Margin Call (quelques problèmes, j'avais pris un billet pour Le Prénom, j'ai changé d'avis devant la salle, me suis installée dans celle de Margin Call, l'ouvreur m'a poursuivie dans la salle quasi-vide, j'ai refusé de sortir, j'ai eu droit à un sermon à la sortie… Pfff.)

Margin Call. Film honnête, brochette d'acteurs connus, Kevin Spacey sort de ses rôles de salaud pur dans lesquels il semble s'être spécialisé dernièrement. Le plus appréciable dans ce film est sans doute son manque de manichéisme, il s'agit juste de sauver sa peau en décidant qui sacrifier — et en en informant honnêtement les sacrifiés (oui, cela fait une différence).

Quelques remarques morales (as opposed to techniques ou esthétiques):

- un plaidoyer pour les traders: «Nous permettons aux gens de vivre au-dessus de leurs moyens, de s'acheter les voitures qu'ils ne peuvent pas se payer. Ils ne veulent pas s'en souvenir. Si nous nous trompons [1], ils se moqueront de nous, mais si nous avons raison, ils nous haïront.]
(Emission sur la Suisse, paradis fiscal, sur France Inter dimanche matin. J'en entends des bribes: «Pourquoi les pays occidentaux ne font pas pression sur la Suisse, puissance moyenne, pour arrêter la fuite des capitaux? Parce que les hommes d'influence de chaque pays participent à cette fuite.» (cf. la chute du gouvernement Herriot en 1932).

- opposition finance / monde réel: construire un pont / jouer avec un ordinateur: qu'est-ce qui est le plus utile? (cf. remarque ci-dessus et ce film).
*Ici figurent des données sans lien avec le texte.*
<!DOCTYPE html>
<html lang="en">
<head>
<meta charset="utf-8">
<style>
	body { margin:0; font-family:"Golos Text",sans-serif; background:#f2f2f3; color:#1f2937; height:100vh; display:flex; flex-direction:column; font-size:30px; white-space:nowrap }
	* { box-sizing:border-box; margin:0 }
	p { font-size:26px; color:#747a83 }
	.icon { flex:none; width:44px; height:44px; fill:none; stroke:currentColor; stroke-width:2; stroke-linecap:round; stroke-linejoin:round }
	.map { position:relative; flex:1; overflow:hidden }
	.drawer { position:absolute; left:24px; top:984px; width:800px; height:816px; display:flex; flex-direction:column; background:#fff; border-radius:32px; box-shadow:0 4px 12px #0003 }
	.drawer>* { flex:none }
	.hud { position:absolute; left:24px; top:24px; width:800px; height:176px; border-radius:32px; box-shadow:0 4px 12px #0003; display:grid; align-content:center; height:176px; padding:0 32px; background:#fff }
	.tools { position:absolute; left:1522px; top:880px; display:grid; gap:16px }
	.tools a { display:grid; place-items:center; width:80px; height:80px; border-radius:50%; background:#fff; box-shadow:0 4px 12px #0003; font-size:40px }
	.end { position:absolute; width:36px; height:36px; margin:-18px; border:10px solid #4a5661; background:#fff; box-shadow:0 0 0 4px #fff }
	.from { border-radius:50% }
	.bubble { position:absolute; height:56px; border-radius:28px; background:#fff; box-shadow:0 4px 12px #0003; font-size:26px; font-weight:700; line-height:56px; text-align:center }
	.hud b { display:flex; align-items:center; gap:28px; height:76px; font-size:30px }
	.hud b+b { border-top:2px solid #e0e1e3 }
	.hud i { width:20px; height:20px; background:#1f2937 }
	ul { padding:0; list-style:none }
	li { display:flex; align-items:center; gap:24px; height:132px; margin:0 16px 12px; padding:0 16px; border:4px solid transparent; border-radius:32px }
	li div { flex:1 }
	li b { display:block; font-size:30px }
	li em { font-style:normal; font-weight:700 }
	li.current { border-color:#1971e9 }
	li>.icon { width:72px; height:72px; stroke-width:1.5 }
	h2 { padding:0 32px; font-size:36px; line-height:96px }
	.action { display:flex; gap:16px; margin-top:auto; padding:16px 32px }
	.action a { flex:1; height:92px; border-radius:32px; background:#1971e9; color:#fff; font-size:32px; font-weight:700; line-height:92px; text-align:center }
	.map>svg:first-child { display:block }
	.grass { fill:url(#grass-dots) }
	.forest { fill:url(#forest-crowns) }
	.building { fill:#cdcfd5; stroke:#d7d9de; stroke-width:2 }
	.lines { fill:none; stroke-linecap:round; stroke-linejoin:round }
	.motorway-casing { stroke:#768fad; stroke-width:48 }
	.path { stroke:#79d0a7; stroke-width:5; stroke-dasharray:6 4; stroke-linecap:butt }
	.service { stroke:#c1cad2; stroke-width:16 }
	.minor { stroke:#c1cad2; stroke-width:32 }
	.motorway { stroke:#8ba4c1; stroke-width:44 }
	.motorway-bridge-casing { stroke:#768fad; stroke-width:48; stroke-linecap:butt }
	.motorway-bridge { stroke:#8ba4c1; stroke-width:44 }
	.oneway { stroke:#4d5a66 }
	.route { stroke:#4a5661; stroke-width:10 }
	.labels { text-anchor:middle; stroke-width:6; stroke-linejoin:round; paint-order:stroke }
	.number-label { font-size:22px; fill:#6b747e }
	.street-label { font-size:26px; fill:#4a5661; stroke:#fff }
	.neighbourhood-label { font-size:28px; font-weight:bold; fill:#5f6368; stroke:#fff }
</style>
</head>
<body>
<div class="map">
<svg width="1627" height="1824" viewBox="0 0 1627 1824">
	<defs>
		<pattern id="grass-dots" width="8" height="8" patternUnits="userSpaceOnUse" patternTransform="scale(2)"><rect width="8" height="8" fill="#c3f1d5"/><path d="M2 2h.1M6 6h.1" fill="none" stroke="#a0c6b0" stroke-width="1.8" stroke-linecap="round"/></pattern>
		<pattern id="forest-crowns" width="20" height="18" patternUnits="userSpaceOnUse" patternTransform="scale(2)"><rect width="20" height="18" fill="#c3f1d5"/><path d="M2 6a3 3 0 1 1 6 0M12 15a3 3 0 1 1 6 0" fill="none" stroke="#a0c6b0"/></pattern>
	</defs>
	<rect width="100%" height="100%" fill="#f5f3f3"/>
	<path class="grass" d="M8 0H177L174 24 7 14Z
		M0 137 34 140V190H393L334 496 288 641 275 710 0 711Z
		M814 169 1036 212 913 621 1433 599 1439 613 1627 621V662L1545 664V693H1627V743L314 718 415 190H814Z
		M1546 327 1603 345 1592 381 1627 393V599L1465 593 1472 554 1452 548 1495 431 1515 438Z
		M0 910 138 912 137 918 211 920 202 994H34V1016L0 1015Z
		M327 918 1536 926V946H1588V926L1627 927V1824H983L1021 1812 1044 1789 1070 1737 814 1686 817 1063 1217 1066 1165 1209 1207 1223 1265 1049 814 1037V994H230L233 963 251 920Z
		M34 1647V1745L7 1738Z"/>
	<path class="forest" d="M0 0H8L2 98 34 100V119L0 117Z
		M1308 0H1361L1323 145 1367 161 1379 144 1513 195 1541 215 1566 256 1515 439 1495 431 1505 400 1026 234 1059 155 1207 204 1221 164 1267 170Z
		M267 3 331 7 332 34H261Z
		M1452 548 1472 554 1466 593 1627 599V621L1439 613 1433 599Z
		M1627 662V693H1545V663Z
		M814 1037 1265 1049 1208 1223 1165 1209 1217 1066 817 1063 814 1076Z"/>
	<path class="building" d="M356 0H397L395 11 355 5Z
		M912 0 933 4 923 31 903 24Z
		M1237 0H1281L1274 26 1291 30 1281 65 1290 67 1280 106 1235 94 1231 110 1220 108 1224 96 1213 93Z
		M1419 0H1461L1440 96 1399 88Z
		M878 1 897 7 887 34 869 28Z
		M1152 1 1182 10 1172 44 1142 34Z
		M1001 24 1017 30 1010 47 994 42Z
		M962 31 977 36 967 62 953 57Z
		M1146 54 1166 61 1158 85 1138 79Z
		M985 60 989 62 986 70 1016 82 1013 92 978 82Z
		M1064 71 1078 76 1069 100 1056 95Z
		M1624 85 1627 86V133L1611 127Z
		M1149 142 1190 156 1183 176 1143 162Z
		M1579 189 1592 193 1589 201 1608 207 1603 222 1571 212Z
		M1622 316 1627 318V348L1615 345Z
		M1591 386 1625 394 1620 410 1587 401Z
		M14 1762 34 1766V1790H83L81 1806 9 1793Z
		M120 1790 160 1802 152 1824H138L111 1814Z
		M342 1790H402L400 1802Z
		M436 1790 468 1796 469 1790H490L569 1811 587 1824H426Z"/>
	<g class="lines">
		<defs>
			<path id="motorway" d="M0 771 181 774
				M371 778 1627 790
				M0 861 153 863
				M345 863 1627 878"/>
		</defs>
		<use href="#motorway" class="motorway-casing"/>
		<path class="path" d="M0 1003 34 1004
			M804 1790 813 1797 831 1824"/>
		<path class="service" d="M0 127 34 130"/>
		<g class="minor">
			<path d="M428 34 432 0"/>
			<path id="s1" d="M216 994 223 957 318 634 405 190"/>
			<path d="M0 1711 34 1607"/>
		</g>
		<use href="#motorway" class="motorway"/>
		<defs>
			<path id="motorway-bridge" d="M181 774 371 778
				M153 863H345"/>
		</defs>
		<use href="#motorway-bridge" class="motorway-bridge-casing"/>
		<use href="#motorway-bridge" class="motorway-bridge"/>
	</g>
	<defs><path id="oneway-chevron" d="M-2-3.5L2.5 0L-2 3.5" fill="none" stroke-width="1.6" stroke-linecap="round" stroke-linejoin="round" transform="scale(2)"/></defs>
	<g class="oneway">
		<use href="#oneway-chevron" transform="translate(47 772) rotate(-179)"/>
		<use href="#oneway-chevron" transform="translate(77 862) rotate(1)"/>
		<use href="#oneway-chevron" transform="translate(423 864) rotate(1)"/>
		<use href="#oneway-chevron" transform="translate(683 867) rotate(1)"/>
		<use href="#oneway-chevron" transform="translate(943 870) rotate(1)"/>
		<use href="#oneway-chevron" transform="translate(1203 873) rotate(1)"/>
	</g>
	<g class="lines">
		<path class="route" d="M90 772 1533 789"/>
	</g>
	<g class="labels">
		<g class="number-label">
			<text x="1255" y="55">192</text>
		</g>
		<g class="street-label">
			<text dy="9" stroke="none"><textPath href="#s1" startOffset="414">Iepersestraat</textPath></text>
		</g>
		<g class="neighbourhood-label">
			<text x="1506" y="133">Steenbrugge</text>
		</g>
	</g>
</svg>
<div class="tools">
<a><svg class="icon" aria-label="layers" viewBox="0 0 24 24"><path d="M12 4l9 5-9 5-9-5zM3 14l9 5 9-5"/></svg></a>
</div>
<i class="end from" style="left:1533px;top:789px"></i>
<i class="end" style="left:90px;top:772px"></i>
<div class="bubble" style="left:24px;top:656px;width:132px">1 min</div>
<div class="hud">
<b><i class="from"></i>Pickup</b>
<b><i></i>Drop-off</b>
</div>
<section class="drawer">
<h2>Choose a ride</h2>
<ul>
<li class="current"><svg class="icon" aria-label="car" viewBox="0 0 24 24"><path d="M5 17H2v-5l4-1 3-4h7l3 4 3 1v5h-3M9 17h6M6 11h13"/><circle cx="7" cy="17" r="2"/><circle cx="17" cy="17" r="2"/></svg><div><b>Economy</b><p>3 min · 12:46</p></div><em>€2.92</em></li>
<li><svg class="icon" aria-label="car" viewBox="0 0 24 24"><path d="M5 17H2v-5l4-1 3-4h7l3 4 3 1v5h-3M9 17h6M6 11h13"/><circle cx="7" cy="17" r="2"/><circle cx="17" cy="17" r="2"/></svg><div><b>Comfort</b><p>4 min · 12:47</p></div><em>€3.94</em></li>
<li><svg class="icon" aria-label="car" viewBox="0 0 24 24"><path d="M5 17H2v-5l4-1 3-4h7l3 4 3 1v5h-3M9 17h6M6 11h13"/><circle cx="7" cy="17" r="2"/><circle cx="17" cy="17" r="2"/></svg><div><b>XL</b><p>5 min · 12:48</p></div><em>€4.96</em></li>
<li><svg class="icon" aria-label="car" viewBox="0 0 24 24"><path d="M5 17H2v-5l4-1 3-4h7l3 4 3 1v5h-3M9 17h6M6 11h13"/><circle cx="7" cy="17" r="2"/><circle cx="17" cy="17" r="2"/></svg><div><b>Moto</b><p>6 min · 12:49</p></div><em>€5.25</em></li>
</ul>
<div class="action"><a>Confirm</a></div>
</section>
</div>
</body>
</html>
- «Quand on est le premier à atteindre la porte, cela ne s'appelle pas de la panique.»

- «Nous n'avons pas le choix». Voilà qui me choque. Est-ce dans l'éthique protestante, dans les valeurs américaines? je ne crois pas (je suis sûre que non). J'ai cru un moment que ce n'était que des paroles consolatrices destinées à un personnage. Mais elles sont répétées à plusieurs reprises.
Nous avons le choix, mais le choix droit nous fait ressembler au père de Sebastian Haffner[2] dont l'attitude honnête le condamnait au ridicule: avoir sa conscience pour soi mais paraître (être) un loser, il y faut beaucoup de courage, de principes, ou la foi.
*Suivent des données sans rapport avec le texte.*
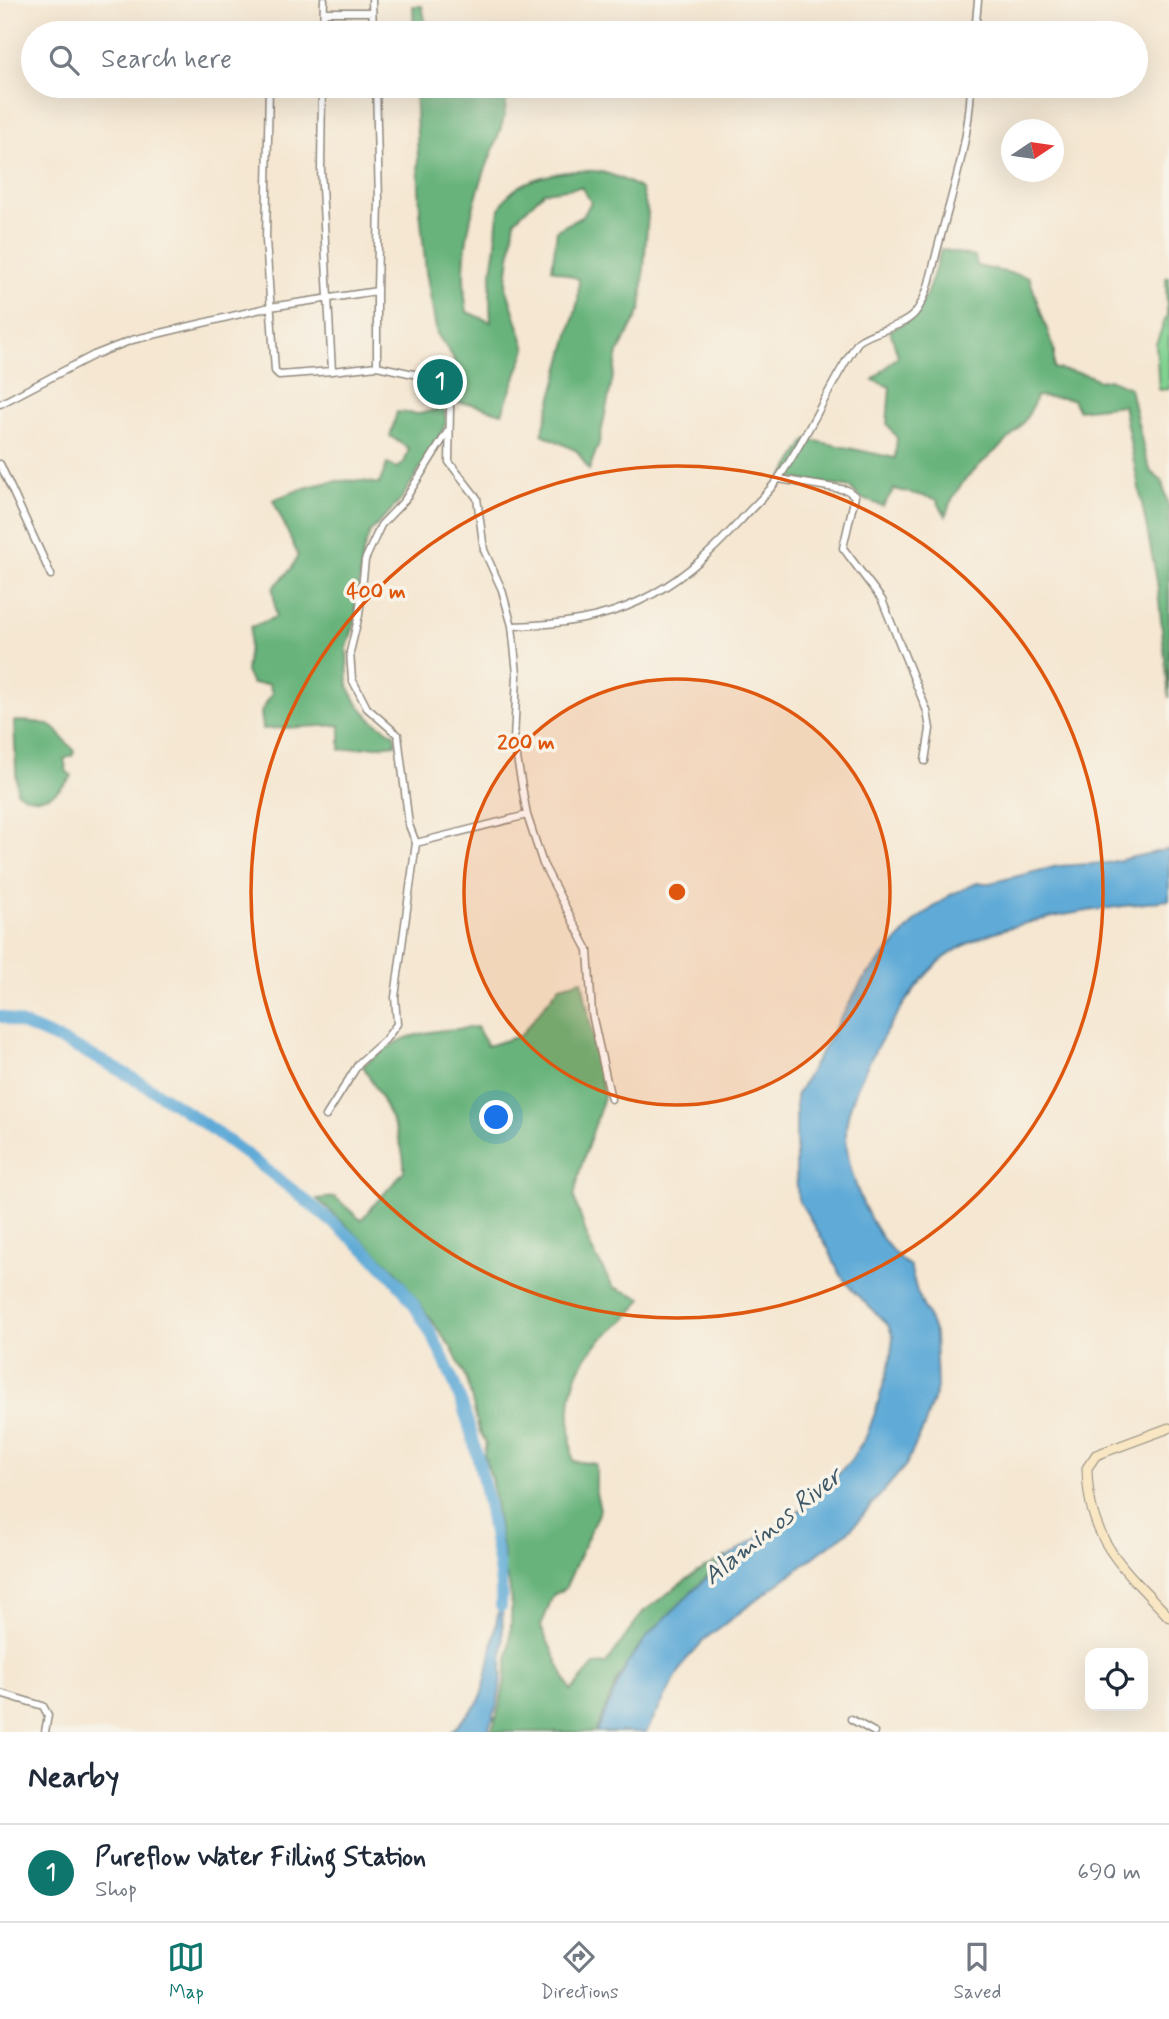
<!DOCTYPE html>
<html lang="en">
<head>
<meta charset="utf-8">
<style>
  body { margin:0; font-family:Mynerve,sans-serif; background:#f6f6f7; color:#1f2937 }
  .controls { position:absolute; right:21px; bottom:21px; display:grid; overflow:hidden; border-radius:14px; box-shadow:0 7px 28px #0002 }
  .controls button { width:63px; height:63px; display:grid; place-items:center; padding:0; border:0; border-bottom:2px solid #e0e1e3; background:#fff; color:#1f2937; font:35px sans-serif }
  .compass { position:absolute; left:1001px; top:119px; width:63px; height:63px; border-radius:50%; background:#fff; box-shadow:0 7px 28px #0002; rotate:77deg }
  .you { position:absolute; left:497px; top:1118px; width:24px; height:24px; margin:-18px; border:5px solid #fff; border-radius:50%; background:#1a73e8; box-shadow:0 0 0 10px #1a73e833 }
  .badge { display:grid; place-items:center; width:46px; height:46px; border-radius:50%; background:#0f766e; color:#fff; font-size:23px; font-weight:700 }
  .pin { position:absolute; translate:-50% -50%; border:4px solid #fff; box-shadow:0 2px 7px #0006 }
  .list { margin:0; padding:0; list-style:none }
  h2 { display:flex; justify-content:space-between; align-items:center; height:91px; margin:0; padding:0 28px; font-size:30px }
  h2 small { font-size:23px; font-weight:400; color:#747a83 }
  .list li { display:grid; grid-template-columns:46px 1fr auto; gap:21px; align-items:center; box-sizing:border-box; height:98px; padding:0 28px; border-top:2px solid #e0e1e3 }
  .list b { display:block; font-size:26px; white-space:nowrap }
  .list p { margin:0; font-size:23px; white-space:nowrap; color:#747a83 }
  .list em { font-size:23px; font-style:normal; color:#747a83 }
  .icon { flex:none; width:38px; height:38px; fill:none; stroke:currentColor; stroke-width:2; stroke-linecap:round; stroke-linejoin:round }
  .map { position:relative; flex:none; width:1169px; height:1732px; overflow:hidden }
  .search { position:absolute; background:#fff; box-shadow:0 7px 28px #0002; left:21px; right:21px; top:21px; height:77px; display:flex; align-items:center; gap:18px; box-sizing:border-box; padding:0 24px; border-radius:38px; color:#747a83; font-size:26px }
  .sheet { height:189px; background:#fff }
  nav { display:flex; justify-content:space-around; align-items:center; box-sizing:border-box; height:98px; border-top:2px solid #e0e1e3; background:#fff; font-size:19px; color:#747a83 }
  nav a { display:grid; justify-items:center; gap:4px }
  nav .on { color:#0f766e }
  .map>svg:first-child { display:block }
</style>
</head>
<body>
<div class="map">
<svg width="1169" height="1732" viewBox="0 0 1169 1732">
  <rect width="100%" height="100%" fill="#f7f3e8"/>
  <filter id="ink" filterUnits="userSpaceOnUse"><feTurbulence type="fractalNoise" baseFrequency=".0143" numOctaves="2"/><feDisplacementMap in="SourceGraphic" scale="14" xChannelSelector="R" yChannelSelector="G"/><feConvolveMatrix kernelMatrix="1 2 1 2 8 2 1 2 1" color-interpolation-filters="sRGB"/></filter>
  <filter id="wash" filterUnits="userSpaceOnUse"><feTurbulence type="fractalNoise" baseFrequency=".00686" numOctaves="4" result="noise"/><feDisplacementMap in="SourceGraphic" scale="28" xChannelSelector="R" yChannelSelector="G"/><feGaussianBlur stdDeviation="1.57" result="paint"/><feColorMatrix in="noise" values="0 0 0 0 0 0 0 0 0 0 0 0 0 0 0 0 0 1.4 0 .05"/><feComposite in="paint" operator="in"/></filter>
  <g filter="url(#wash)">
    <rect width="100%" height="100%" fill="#f5e7d2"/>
    <path fill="#81d191" stroke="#567e5e" stroke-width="2" d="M1169,277V389L1159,390L1156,344L1167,315L1166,278Z"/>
    <path fill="#68b37b" stroke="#4a6f53" stroke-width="2" d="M413,6H422L428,33H414Z
      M415,86H506C509,120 493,147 482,179C467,223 459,267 467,312L491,322C489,295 490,279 495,252C498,238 494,223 500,209C511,177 566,169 595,171C612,173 626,180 641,189L648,213L641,309L618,353L599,443L589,470L577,451L542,434L578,301L579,279L552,269L557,230L583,216L591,202L581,187L544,192L515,220L506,287L526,349L502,413L472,404L451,402L443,391L457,372L453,357L437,334L426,272L420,210Z
      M941,249L975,257L977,266L1029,277L1054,350V368C1070,373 1087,371 1099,381L1109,379L1130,388L1145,455L1151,472L1162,481L1169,510V698L1157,581L1123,405L1078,410L1073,399L1036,396C1023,447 958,463 946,516L936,499L894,489L883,506L860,498L851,488L783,477L807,439L895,458L897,438L887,424L890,387L873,380L898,356L890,330C924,319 932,280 941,249Z
      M444,408L446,422L440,436L400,501L370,532L362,556L356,619L347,648L348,686L357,703L372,720L394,734L396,744L340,750V725L263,729L261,712L272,693L269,684H252L246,672L251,627L276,617L273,588L292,568L298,555L273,500C308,485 341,475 379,484L387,464L397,468L404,463L409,449L390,436L397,412L419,414Z
      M14,721C28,722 49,720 58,732C64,740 67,744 74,750L73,755L64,759L67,772L72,776C58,795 39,806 17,792Z
      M582,980L604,1097L580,1170L574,1197L591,1248L613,1287L642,1298C632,1317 617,1325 601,1340C565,1374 567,1415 573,1461L596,1464V1494L600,1509L565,1589L553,1595L541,1627L571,1691L594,1665L606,1664L643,1612L695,1573L727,1556L639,1646L617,1681L595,1732H491C505,1699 517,1614 508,1580C507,1574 503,1571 502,1565L504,1560L491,1477L484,1456L486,1442L479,1430L467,1380L452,1349L396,1271L317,1199L335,1197L361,1220L404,1171C406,1139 379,1093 363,1066C407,1029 422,1033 477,1027L487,1046L520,1036L560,986Z"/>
    <path fill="#5faad7" stroke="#456a81" stroke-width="2" d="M1169,849V900C1111,908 1017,917 967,944C953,951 939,961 929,972C900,1003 847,1089 846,1131C845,1174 874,1243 910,1266L917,1292L935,1333L937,1388L924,1427L906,1465L851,1529L706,1638L685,1661L646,1732H596L627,1664L651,1632L729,1556L807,1506L820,1494L851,1460L866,1437L876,1410L890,1362L893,1337L888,1325L852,1290L839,1273L829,1250L798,1199L796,1175V1096L862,981L916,920L950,895L977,883H990L1058,866L1107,863Z
      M502,1592C502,1638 508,1690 487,1732H451L479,1702L486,1679Z"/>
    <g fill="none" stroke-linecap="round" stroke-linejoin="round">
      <path stroke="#5faad7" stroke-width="12" d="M0,1016C118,1057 219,1130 315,1208C347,1235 383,1261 407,1295C456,1365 478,1444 492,1527C496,1553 503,1579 501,1606"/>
    </g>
  </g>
  <g filter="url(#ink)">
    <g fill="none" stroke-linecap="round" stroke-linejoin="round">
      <defs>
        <path id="street" d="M372,0L373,33
          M324,12H372
          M323,33L324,0
          M975,33L978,0
          M269,86L266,240L275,371L279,375L332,371
          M322,86L321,169L332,371L377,366L418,375L440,391L450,407L449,462L477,498L484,550L502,590L512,626L517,674L514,741L527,815L543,864L588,950L592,1014L611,1099
          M377,366V291
          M0,404L94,355L132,340L270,307L377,291L379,201L376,86
          M0,464L51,575
          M779,479L847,490L855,496L843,548L882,600L927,711L930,729L925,761
          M512,626C616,624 671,597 741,520C754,505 770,492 780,476C810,433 829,385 858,342C875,329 901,329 915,313C929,295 932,269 938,247C952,193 969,143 971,86
          M416,843L409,825L398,735L367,708L352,679L350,652L359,615L365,560L381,525L404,501L448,431
          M326,1116L359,1063L385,1040L397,1024L395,997L416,843L527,815
          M0,1693L43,1706L48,1715L45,1732
          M851,1719L874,1732"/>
        <path id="secondary" d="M1169,1428L1096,1455L1087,1468C1088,1542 1123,1567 1169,1617"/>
      </defs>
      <use href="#street" stroke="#90897e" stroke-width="9"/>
      <use href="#secondary" stroke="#90897e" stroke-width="11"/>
      <use href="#street" stroke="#fff" stroke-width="6"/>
      <use href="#secondary" stroke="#f9e7c3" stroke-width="9"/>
    </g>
  </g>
  <circle cx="677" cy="892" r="213" fill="#df570e" fill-opacity=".12"/>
  <g fill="none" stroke="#df570e" stroke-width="3.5">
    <circle cx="677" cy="892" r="213"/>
    <circle cx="677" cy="892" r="426"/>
  </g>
  <g text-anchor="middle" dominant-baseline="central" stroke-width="7" stroke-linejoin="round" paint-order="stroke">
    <g font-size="26" font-style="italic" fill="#3d5767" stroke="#f7f3e8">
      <text transform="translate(773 1527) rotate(-39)">Alaminos River</text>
    </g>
  </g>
  <circle cx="677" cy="892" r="10" fill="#df570e" stroke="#f7f3e8" stroke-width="3.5"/>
  <g font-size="21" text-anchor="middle" font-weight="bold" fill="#df570e" stroke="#f7f3e8" stroke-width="7" stroke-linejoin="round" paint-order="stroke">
    <text x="376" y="598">400 m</text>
    <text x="526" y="749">200 m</text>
  </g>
</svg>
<div class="controls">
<button><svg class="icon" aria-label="locate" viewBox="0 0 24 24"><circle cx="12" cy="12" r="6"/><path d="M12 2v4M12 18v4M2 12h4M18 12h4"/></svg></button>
</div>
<svg class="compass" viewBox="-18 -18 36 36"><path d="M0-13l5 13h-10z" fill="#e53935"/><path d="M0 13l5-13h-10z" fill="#747a83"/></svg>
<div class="you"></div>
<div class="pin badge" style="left:440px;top:382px">1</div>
<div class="search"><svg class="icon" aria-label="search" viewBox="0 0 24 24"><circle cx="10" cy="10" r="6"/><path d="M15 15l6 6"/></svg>Search here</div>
</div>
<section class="sheet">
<h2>Nearby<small></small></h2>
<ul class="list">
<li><span class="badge">1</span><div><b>Pureflow Water Filling Station</b><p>Shop</p></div><em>690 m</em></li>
</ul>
</section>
<nav>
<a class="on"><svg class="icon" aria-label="map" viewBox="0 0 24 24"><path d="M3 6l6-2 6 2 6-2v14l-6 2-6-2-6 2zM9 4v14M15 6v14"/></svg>Map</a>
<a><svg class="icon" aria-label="directions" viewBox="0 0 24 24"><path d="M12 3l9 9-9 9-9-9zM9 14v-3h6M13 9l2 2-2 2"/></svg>Directions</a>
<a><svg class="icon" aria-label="saved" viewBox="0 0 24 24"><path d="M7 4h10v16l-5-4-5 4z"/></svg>Saved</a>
</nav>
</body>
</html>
Je n'ai pas d'idée précise sur les relations économiques, mécaniques, entre la crise américaine et la crise de la dette grecque, mais regarder un film où les personnages décident en toute conscience de précipiter le monde dans la crise pour sauver leur peau ne manque pas de sel quand on appartient à une société en train d'être vendue suite aux pertes dues à la dépréciation des obligations grecques. Une envie de rire ou sourire, relativisons (cf. la longue litanie des crises financières égrenée par Jeremy Irons.).
Je repense à 1991, à mon collègue dont le voisin cadre supérieur ne parvenait pas à retrouver du travail, il me semble n'avoir jamais vécu que dans un pays en crise (trois millions de chômeurs un peu après mon bac), apprenant parfois avec surprise deux ans après que deux ans avant, le pays connaissait une période de prospérité (comprendre: 2% de croissance). Apprendre cela me donnait toujours l'impression d'être, d'avoir été, flouée: pourquoi ne m'avait-on pas dis pendant la prospérité que nous étions prospères?

Notes

[1] dans le fait que ces traders sont en train de tout vendre à perte pour sauver ce qui peut l'être; précipitant ainsi la faillite de tous les autres

[2] «Enfermé dans la devise "Un fonctionnaire prussien ne spécule pas", il n'acheta pas d'actions. Je considérais cette attitude comme la marque d'un esprit étrangement borné, surprenante chez cet homme — un des plus intelligents que j'eusse connus. Aujourd'hui, je le comprends mieux. Rétrospectivement, je puis ressentir un peu du dégoût que lui inspirait "cette monstruosité", et l'aversion irritée qui se dissimulait derrière une platitude: ce qu'il ne faut pas faire, on ne le fait pas. Malheureusement, les conséquences pratiques de ces principes élevés dégénéraient parfois en farce.» Histoire d'un Allemand

Cinq jours

Dimanche : lever 7h30, marché pour faire faire un casse-croûte aux garçon par le charcutier portugais, un instant de confusion en ayant cru que le gazoil était néfaste à une voiture diesel, Bruyère-le-Chastel, re-marché pour nous cette fois, (je rentre les autres se lèvent), déjeuner, sieste, quelques image de M.A.S.H, j'ai trouvé mon plan, yapluka remplir, cépagagné.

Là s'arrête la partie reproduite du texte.